### [Records for the exercise]
——————————

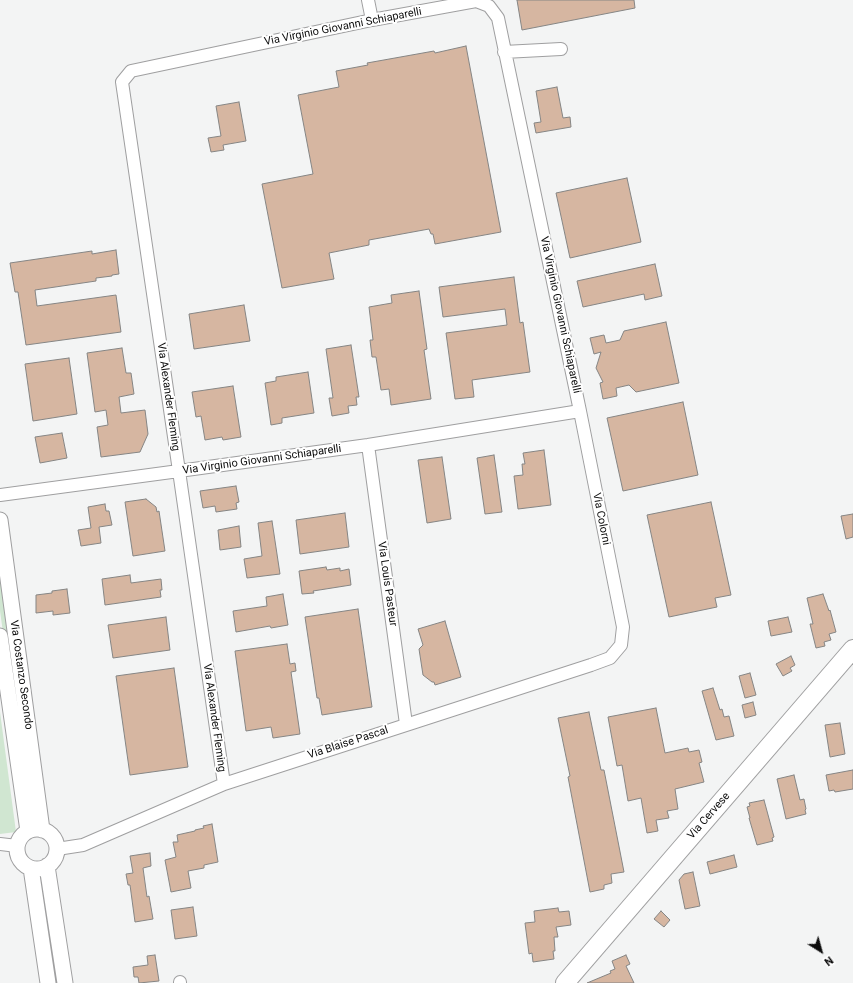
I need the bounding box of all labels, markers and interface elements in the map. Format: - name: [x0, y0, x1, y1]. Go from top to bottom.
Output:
- street label: Via Virginio Giovanni Schiaparelli: [263, 5, 423, 49]
- street label: Via Virginio Giovanni Schiaparelli: [537, 235, 583, 395]
- street label: Via Alexander Fleming: [154, 342, 182, 452]
- street label: Via Virginio Giovanni Schiaparelli: [182, 442, 342, 478]
- street label: Via Colorni: [589, 492, 613, 546]
- street label: Via Louis Pasteur: [375, 541, 399, 627]
- street label: Via Costanzo Secondo: [7, 619, 35, 731]
- street label: Via Alexander Fleming: [200, 663, 228, 773]
- street label: Via Blaise Pascal: [306, 724, 390, 762]
- street label: Via Cervese: [685, 790, 733, 842]
- north arrow: [801, 931, 841, 971]
- text: N: [822, 953, 836, 969]

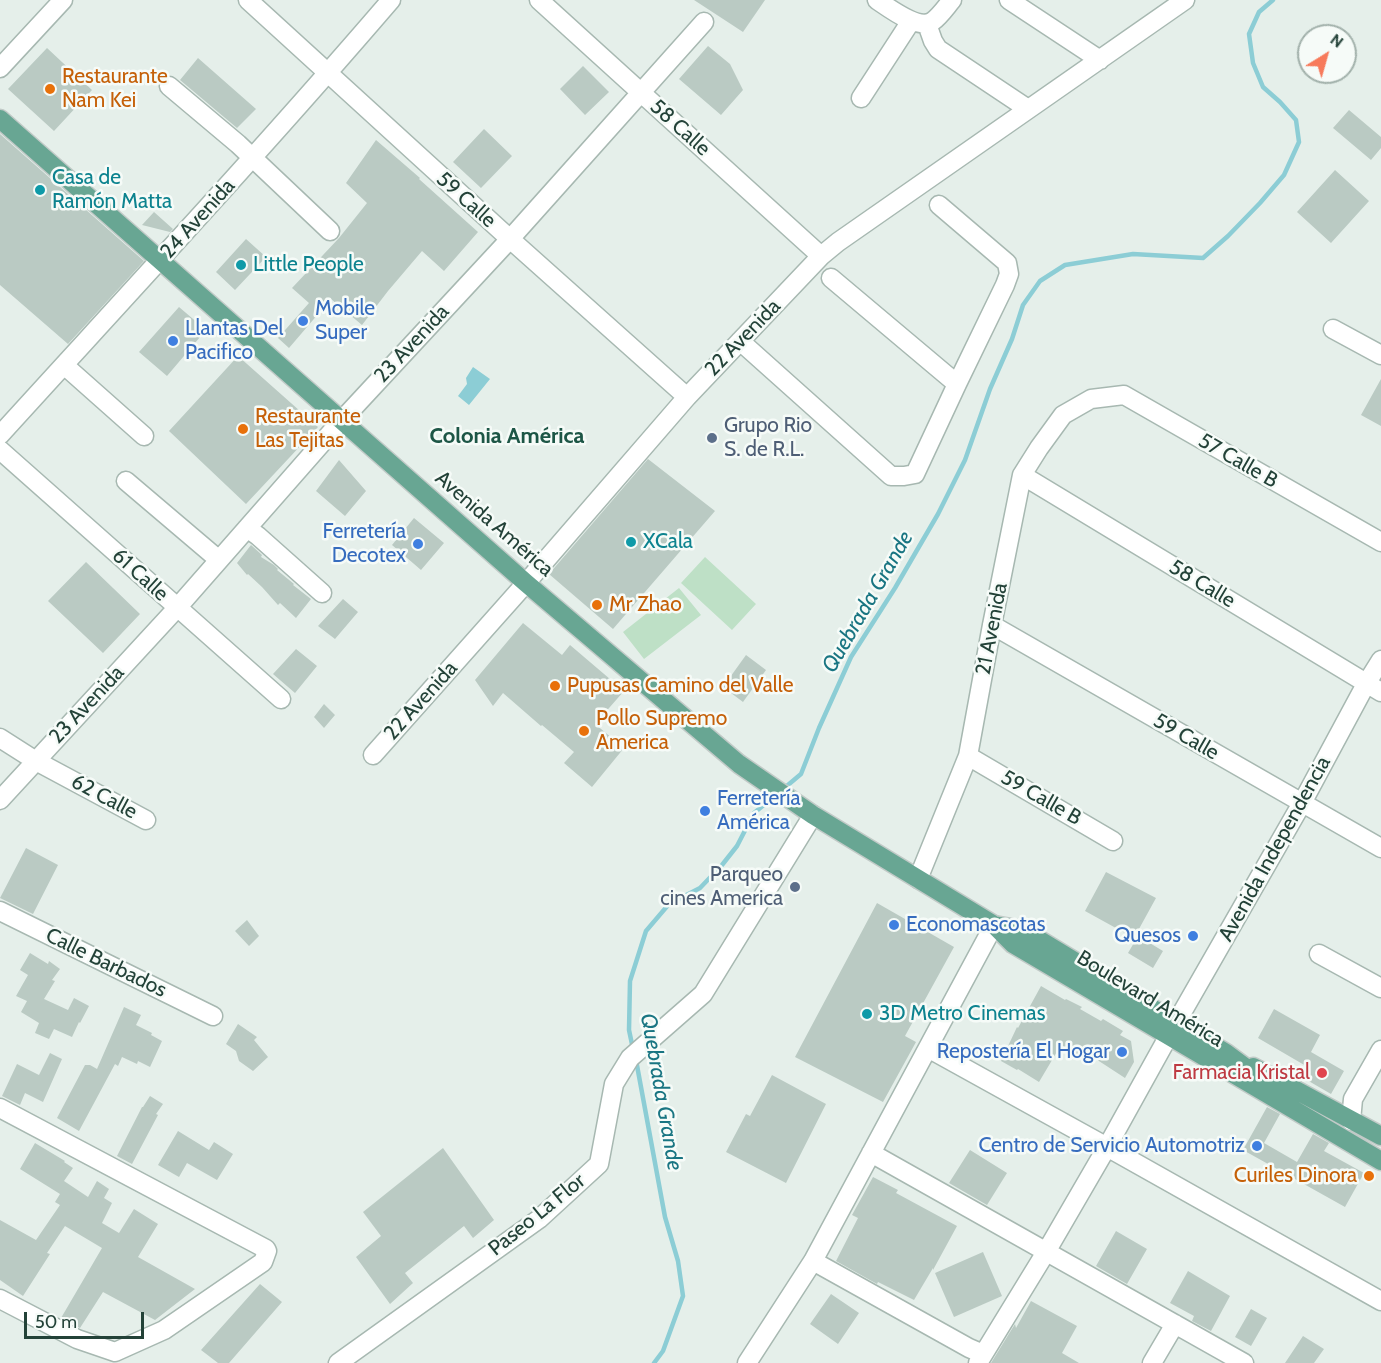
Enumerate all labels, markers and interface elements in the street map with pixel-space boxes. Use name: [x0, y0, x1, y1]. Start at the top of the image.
north arrow: [1297, 24, 1357, 84]
text: N: [1327, 30, 1347, 52]
place label: Restaurante Nam Kei: [62, 64, 168, 114]
marker: Restaurante Nam Kei: [43, 82, 57, 96]
street label: 58 Calle: [645, 94, 715, 162]
place label: Casa de Ramón Matta: [52, 165, 172, 215]
street label: 59 Calle: [431, 167, 501, 233]
street label: 24 Avenida: [156, 174, 240, 264]
marker: Casa de Ramón Matta: [33, 183, 47, 197]
place label: Little People: [253, 252, 364, 278]
marker: Little People: [234, 258, 248, 272]
street label: 22 Avenida: [700, 294, 786, 382]
place label: Mobile Super: [315, 296, 375, 346]
street label: 23 Avenida: [369, 300, 455, 388]
marker: Mobile Super: [296, 314, 310, 328]
place label: Llantas Del Pacifico: [185, 316, 284, 366]
marker: Llantas Del Pacifico: [166, 334, 180, 348]
place label: Restaurante Las Tejitas: [255, 404, 361, 454]
place label: Grupo Rio S. de R.L.: [724, 413, 812, 463]
marker: Restaurante Las Tejitas: [236, 422, 250, 436]
district label: Colonia América: [430, 424, 584, 450]
street label: 57 Calle B: [1194, 428, 1282, 494]
marker: Grupo Rio S. de R.L.: [705, 431, 719, 445]
street label: Avenida América: [430, 466, 558, 582]
place label: Ferretería Decotex: [323, 519, 406, 569]
water label: Quebrada Grande: [817, 527, 919, 677]
place label: XCala: [643, 529, 693, 555]
marker: XCala: [624, 535, 638, 549]
marker: Ferretería Decotex: [411, 537, 425, 551]
street label: 61 Calle: [107, 543, 173, 607]
street label: 58 Calle: [1164, 555, 1240, 613]
street label: 21 Avenida: [971, 581, 1013, 677]
place label: Mr Zhao: [609, 592, 682, 618]
marker: Mr Zhao: [590, 598, 604, 612]
street label: 22 Avenida: [379, 656, 463, 746]
street label: 23 Avenida: [44, 661, 130, 749]
place label: Pupusas Camino del Valle: [567, 673, 793, 699]
marker: Pupusas Camino del Valle: [548, 679, 562, 693]
place label: Pollo Supremo America: [596, 706, 727, 756]
street label: 59 Calle: [1149, 708, 1223, 766]
marker: Pollo Supremo America: [577, 724, 591, 738]
street label: Avenida Independencia: [1214, 752, 1336, 946]
street label: 59 Calle B: [996, 765, 1086, 831]
street label: 62 Calle: [67, 769, 141, 825]
place label: Ferretería América: [717, 786, 800, 836]
marker: Ferretería América: [698, 804, 712, 818]
place label: Parqueo cines America: [660, 862, 783, 912]
marker: Parqueo cines America: [788, 880, 802, 894]
place label: Economascotas: [906, 912, 1045, 938]
marker: Economascotas: [887, 918, 901, 932]
street label: Calle Barbados: [42, 923, 170, 1003]
place label: Quesos: [1114, 923, 1181, 949]
marker: Quesos: [1186, 929, 1200, 943]
street label: Boulevard América: [1072, 945, 1228, 1053]
place label: 3D Metro Cinemas: [879, 1001, 1045, 1027]
marker: 3D Metro Cinemas: [860, 1007, 874, 1021]
water label: Quebrada Grande: [634, 1011, 688, 1173]
place label: Repostería El Hogar: [937, 1039, 1110, 1065]
marker: Repostería El Hogar: [1115, 1045, 1129, 1059]
place label: Farmacia Kristal: [1172, 1060, 1310, 1086]
marker: Farmacia Kristal: [1315, 1066, 1329, 1080]
place label: Centro de Servicio Automotriz: [978, 1133, 1245, 1159]
marker: Centro de Servicio Automotriz: [1250, 1139, 1264, 1153]
place label: Curiles Dinora: [1234, 1163, 1357, 1189]
street label: Paseo La Flor: [484, 1168, 590, 1262]
marker: Curiles Dinora: [1362, 1169, 1376, 1183]
scale bar: [27, 1300, 147, 1338]
text: 50 m: [35, 1311, 77, 1333]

——————————

### [Exercise requirements]
A faithful copy of all the records is required, with the pictures left out.

### [Task output]
I need the bounding box of all labels, markers and interface elements in the map. Format: - name: [x0, y0, x1, y1]. Go from top to bottom.
Output:
- street label: Via Virginio Giovanni Schiaparelli: [263, 5, 423, 49]
- street label: Via Virginio Giovanni Schiaparelli: [537, 235, 583, 395]
- street label: Via Alexander Fleming: [154, 342, 182, 452]
- street label: Via Virginio Giovanni Schiaparelli: [182, 442, 342, 478]
- street label: Via Colorni: [589, 492, 613, 546]
- street label: Via Louis Pasteur: [375, 541, 399, 627]
- street label: Via Costanzo Secondo: [7, 619, 35, 731]
- street label: Via Alexander Fleming: [200, 663, 228, 773]
- street label: Via Blaise Pascal: [306, 724, 390, 762]
- street label: Via Cervese: [685, 790, 733, 842]
- north arrow: [801, 931, 841, 971]
- text: N: [822, 953, 836, 969]

Enumerate all labels, markers and interface elements in the street map with pixel-space boxes. Use name: [x0, y0, x1, y1]. Start at the top of the image.
north arrow: [1297, 24, 1357, 84]
text: N: [1327, 30, 1347, 52]
place label: Restaurante Nam Kei: [62, 64, 168, 114]
marker: Restaurante Nam Kei: [43, 82, 57, 96]
street label: 58 Calle: [645, 94, 715, 162]
place label: Casa de Ramón Matta: [52, 165, 172, 215]
street label: 59 Calle: [431, 167, 501, 233]
street label: 24 Avenida: [156, 174, 240, 264]
marker: Casa de Ramón Matta: [33, 183, 47, 197]
place label: Little People: [253, 252, 364, 278]
marker: Little People: [234, 258, 248, 272]
street label: 22 Avenida: [700, 294, 786, 382]
place label: Mobile Super: [315, 296, 375, 346]
street label: 23 Avenida: [369, 300, 455, 388]
marker: Mobile Super: [296, 314, 310, 328]
place label: Llantas Del Pacifico: [185, 316, 284, 366]
marker: Llantas Del Pacifico: [166, 334, 180, 348]
place label: Restaurante Las Tejitas: [255, 404, 361, 454]
place label: Grupo Rio S. de R.L.: [724, 413, 812, 463]
marker: Restaurante Las Tejitas: [236, 422, 250, 436]
district label: Colonia América: [430, 424, 584, 450]
street label: 57 Calle B: [1194, 428, 1282, 494]
marker: Grupo Rio S. de R.L.: [705, 431, 719, 445]
street label: Avenida América: [430, 466, 558, 582]
place label: Ferretería Decotex: [323, 519, 406, 569]
water label: Quebrada Grande: [817, 527, 919, 677]
place label: XCala: [643, 529, 693, 555]
marker: XCala: [624, 535, 638, 549]
marker: Ferretería Decotex: [411, 537, 425, 551]
street label: 61 Calle: [107, 543, 173, 607]
street label: 58 Calle: [1164, 555, 1240, 613]
street label: 21 Avenida: [971, 581, 1013, 677]
place label: Mr Zhao: [609, 592, 682, 618]
marker: Mr Zhao: [590, 598, 604, 612]
street label: 22 Avenida: [379, 656, 463, 746]
street label: 23 Avenida: [44, 661, 130, 749]
place label: Pupusas Camino del Valle: [567, 673, 793, 699]
marker: Pupusas Camino del Valle: [548, 679, 562, 693]
place label: Pollo Supremo America: [596, 706, 727, 756]
street label: 59 Calle: [1149, 708, 1223, 766]
marker: Pollo Supremo America: [577, 724, 591, 738]
street label: Avenida Independencia: [1214, 752, 1336, 946]
street label: 59 Calle B: [996, 765, 1086, 831]
street label: 62 Calle: [67, 769, 141, 825]
place label: Ferretería América: [717, 786, 800, 836]
marker: Ferretería América: [698, 804, 712, 818]
place label: Parqueo cines America: [660, 862, 783, 912]
marker: Parqueo cines America: [788, 880, 802, 894]
place label: Economascotas: [906, 912, 1045, 938]
marker: Economascotas: [887, 918, 901, 932]
street label: Calle Barbados: [42, 923, 170, 1003]
place label: Quesos: [1114, 923, 1181, 949]
marker: Quesos: [1186, 929, 1200, 943]
street label: Boulevard América: [1072, 945, 1228, 1053]
place label: 3D Metro Cinemas: [879, 1001, 1045, 1027]
marker: 3D Metro Cinemas: [860, 1007, 874, 1021]
water label: Quebrada Grande: [634, 1011, 688, 1173]
place label: Repostería El Hogar: [937, 1039, 1110, 1065]
marker: Repostería El Hogar: [1115, 1045, 1129, 1059]
place label: Farmacia Kristal: [1172, 1060, 1310, 1086]
marker: Farmacia Kristal: [1315, 1066, 1329, 1080]
place label: Centro de Servicio Automotriz: [978, 1133, 1245, 1159]
marker: Centro de Servicio Automotriz: [1250, 1139, 1264, 1153]
place label: Curiles Dinora: [1234, 1163, 1357, 1189]
street label: Paseo La Flor: [484, 1168, 590, 1262]
marker: Curiles Dinora: [1362, 1169, 1376, 1183]
scale bar: [27, 1300, 147, 1338]
text: 50 m: [35, 1311, 77, 1333]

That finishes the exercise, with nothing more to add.